DNS lookup is performed on the name not on the URI. Proper sentence will be
“NCSI performs a DNS lookup on http://www.msftncsi.com then requests … “

Almost the same method is performed by Apple on iphone/ipod etc devices.

socceroos says:
May 18, 2011 at 12:32 am

Well, seems that its not quite telling the truth. If it can do a DNS lookup then
it has internet access.

Tunneling traffic through DNS queries is a sinch these days with all the
ready-made tools.

dinos_correction says:
May 18, 2011 at 12:36 am

if you’re being picky lookup does not use schema either – “NCSI performs a DNS
lookup on http://www.msftncsi.com then requests …”

Jason says:
May 18, 2011 at 12:41 am

“Proper sentence will be “NCSI performs a DNS lookup on http://www.msftncsi.com
then requests … “”

Actually, its “NCSI performs a DNS lookup on http://www.msftncsi.com then
requests … “

chefybuck says:
May 18, 2011 at 1:02 am

Can disabling the NCSI lookup be used a work-around for the infamous “unknown
network” in Vista and sometimes Win7?

Ansuz says:
May 18, 2011 at 1:05 am

…brilliant write up. A good idea for higher education & corporate admin’s to
implement via Domain Policy. I’m sure it will assist in reducing the number of
calls for technical support…

g0dkar says:
May 18, 2011 at 1:49 am

You just got into Slashdot.

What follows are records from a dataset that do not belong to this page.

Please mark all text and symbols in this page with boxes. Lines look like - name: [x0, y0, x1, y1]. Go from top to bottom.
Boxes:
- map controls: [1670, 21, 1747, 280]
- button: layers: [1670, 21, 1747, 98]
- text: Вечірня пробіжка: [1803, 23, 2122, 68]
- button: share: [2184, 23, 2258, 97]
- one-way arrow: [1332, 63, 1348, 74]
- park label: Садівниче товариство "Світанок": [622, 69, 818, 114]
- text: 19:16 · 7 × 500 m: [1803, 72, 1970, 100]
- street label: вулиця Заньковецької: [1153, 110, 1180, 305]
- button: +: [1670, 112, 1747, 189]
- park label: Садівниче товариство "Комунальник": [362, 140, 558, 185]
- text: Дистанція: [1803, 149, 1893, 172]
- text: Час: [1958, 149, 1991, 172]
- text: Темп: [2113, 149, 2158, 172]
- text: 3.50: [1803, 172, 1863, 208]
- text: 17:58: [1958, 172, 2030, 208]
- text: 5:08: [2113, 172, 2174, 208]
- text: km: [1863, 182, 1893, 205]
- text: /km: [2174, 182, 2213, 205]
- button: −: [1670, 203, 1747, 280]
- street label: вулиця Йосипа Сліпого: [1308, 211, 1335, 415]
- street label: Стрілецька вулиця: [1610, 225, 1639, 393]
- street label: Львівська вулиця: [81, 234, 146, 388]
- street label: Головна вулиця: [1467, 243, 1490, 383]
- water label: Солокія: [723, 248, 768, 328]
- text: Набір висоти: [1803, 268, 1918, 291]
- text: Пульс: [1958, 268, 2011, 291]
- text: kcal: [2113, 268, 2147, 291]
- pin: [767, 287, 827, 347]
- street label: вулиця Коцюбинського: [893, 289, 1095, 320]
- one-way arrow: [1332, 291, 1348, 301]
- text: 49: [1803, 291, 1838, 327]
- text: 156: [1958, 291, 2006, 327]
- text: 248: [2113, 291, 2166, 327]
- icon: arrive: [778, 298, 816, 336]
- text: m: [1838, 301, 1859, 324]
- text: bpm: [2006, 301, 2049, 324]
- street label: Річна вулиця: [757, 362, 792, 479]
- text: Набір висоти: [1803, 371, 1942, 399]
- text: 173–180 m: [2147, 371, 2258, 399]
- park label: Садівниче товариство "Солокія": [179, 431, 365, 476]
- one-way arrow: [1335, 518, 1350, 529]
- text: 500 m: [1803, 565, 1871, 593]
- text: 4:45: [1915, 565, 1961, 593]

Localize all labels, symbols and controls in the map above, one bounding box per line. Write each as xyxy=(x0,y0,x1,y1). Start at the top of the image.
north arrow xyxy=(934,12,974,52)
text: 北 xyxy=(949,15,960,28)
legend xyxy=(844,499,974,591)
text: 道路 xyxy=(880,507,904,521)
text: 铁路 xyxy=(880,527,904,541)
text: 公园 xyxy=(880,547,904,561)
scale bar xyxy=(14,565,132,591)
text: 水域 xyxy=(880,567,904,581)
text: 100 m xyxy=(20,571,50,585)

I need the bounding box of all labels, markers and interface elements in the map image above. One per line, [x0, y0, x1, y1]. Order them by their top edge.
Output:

Watch out!! 🙂 – great article, btw (Yes, I RTFA,
heh)

RO says:
May 18, 2011 at 1:53 am

Interesting displayed by lynx text-mode browser (from Linux PC):

Linkname: Entry into main screen URL: http://www.msftncsi.com/ncsi.txt Charset:
iso-8859-1 Server: Microsoft-IIS/7.0 Date: Wed, 18 May 2011 01:46:07 GMT Last
Mod: Tue, 13 Jan 2009 00:37:56 GMT Cache-Control: max-age=30,must-revalidate
Content-Length: 14 bytes Owner(s): None size: 0 lines mode: normal

No Links on the current page

The text would indeed seem to have no terminating CR/NL since 14 bytes is the
length of the text string exactly.

FWIW

Harry Johnston says:
May 18, 2011 at 2:09 am

In a corporate setting, this can be configured with Group Policy. See “Network
Connectivity Status Indicator” in Network in the Computer Configuration node.

samwyse says:
May 18, 2011 at 2:12 am

“As an added benefit, this could be used as a tracking mechanism to see where
your computer goes, particularly should it get lost or stolen, since any
connection attempt will result in your server being requested.” Personally, I’d
want to track several computers with one server. Looks like I just need to set
up my server to return the same file for many different requests, then imbed my
host name in the request. For example, I could set ActiveWebProbePath to
“nsci-NAME.txt” or set ActiveWebProbeHost to “NAME.nsci.example.com” where my
DNS is configed to resolve *.nsci.example.com to the same IP address.

Vicks says:
May 18, 2011 at 2:12 am

What about NCSI for ipv6? How does that work?

WhizzMan says:
May 18, 2011 at 2:29 am

DNS lookups don’t lookup http:// or /nsci-something.txt They only look up the
hostname part

Ron says:
May 18, 2011 at 2:47 am

“If it can do a DNS lookup then it has internet access.”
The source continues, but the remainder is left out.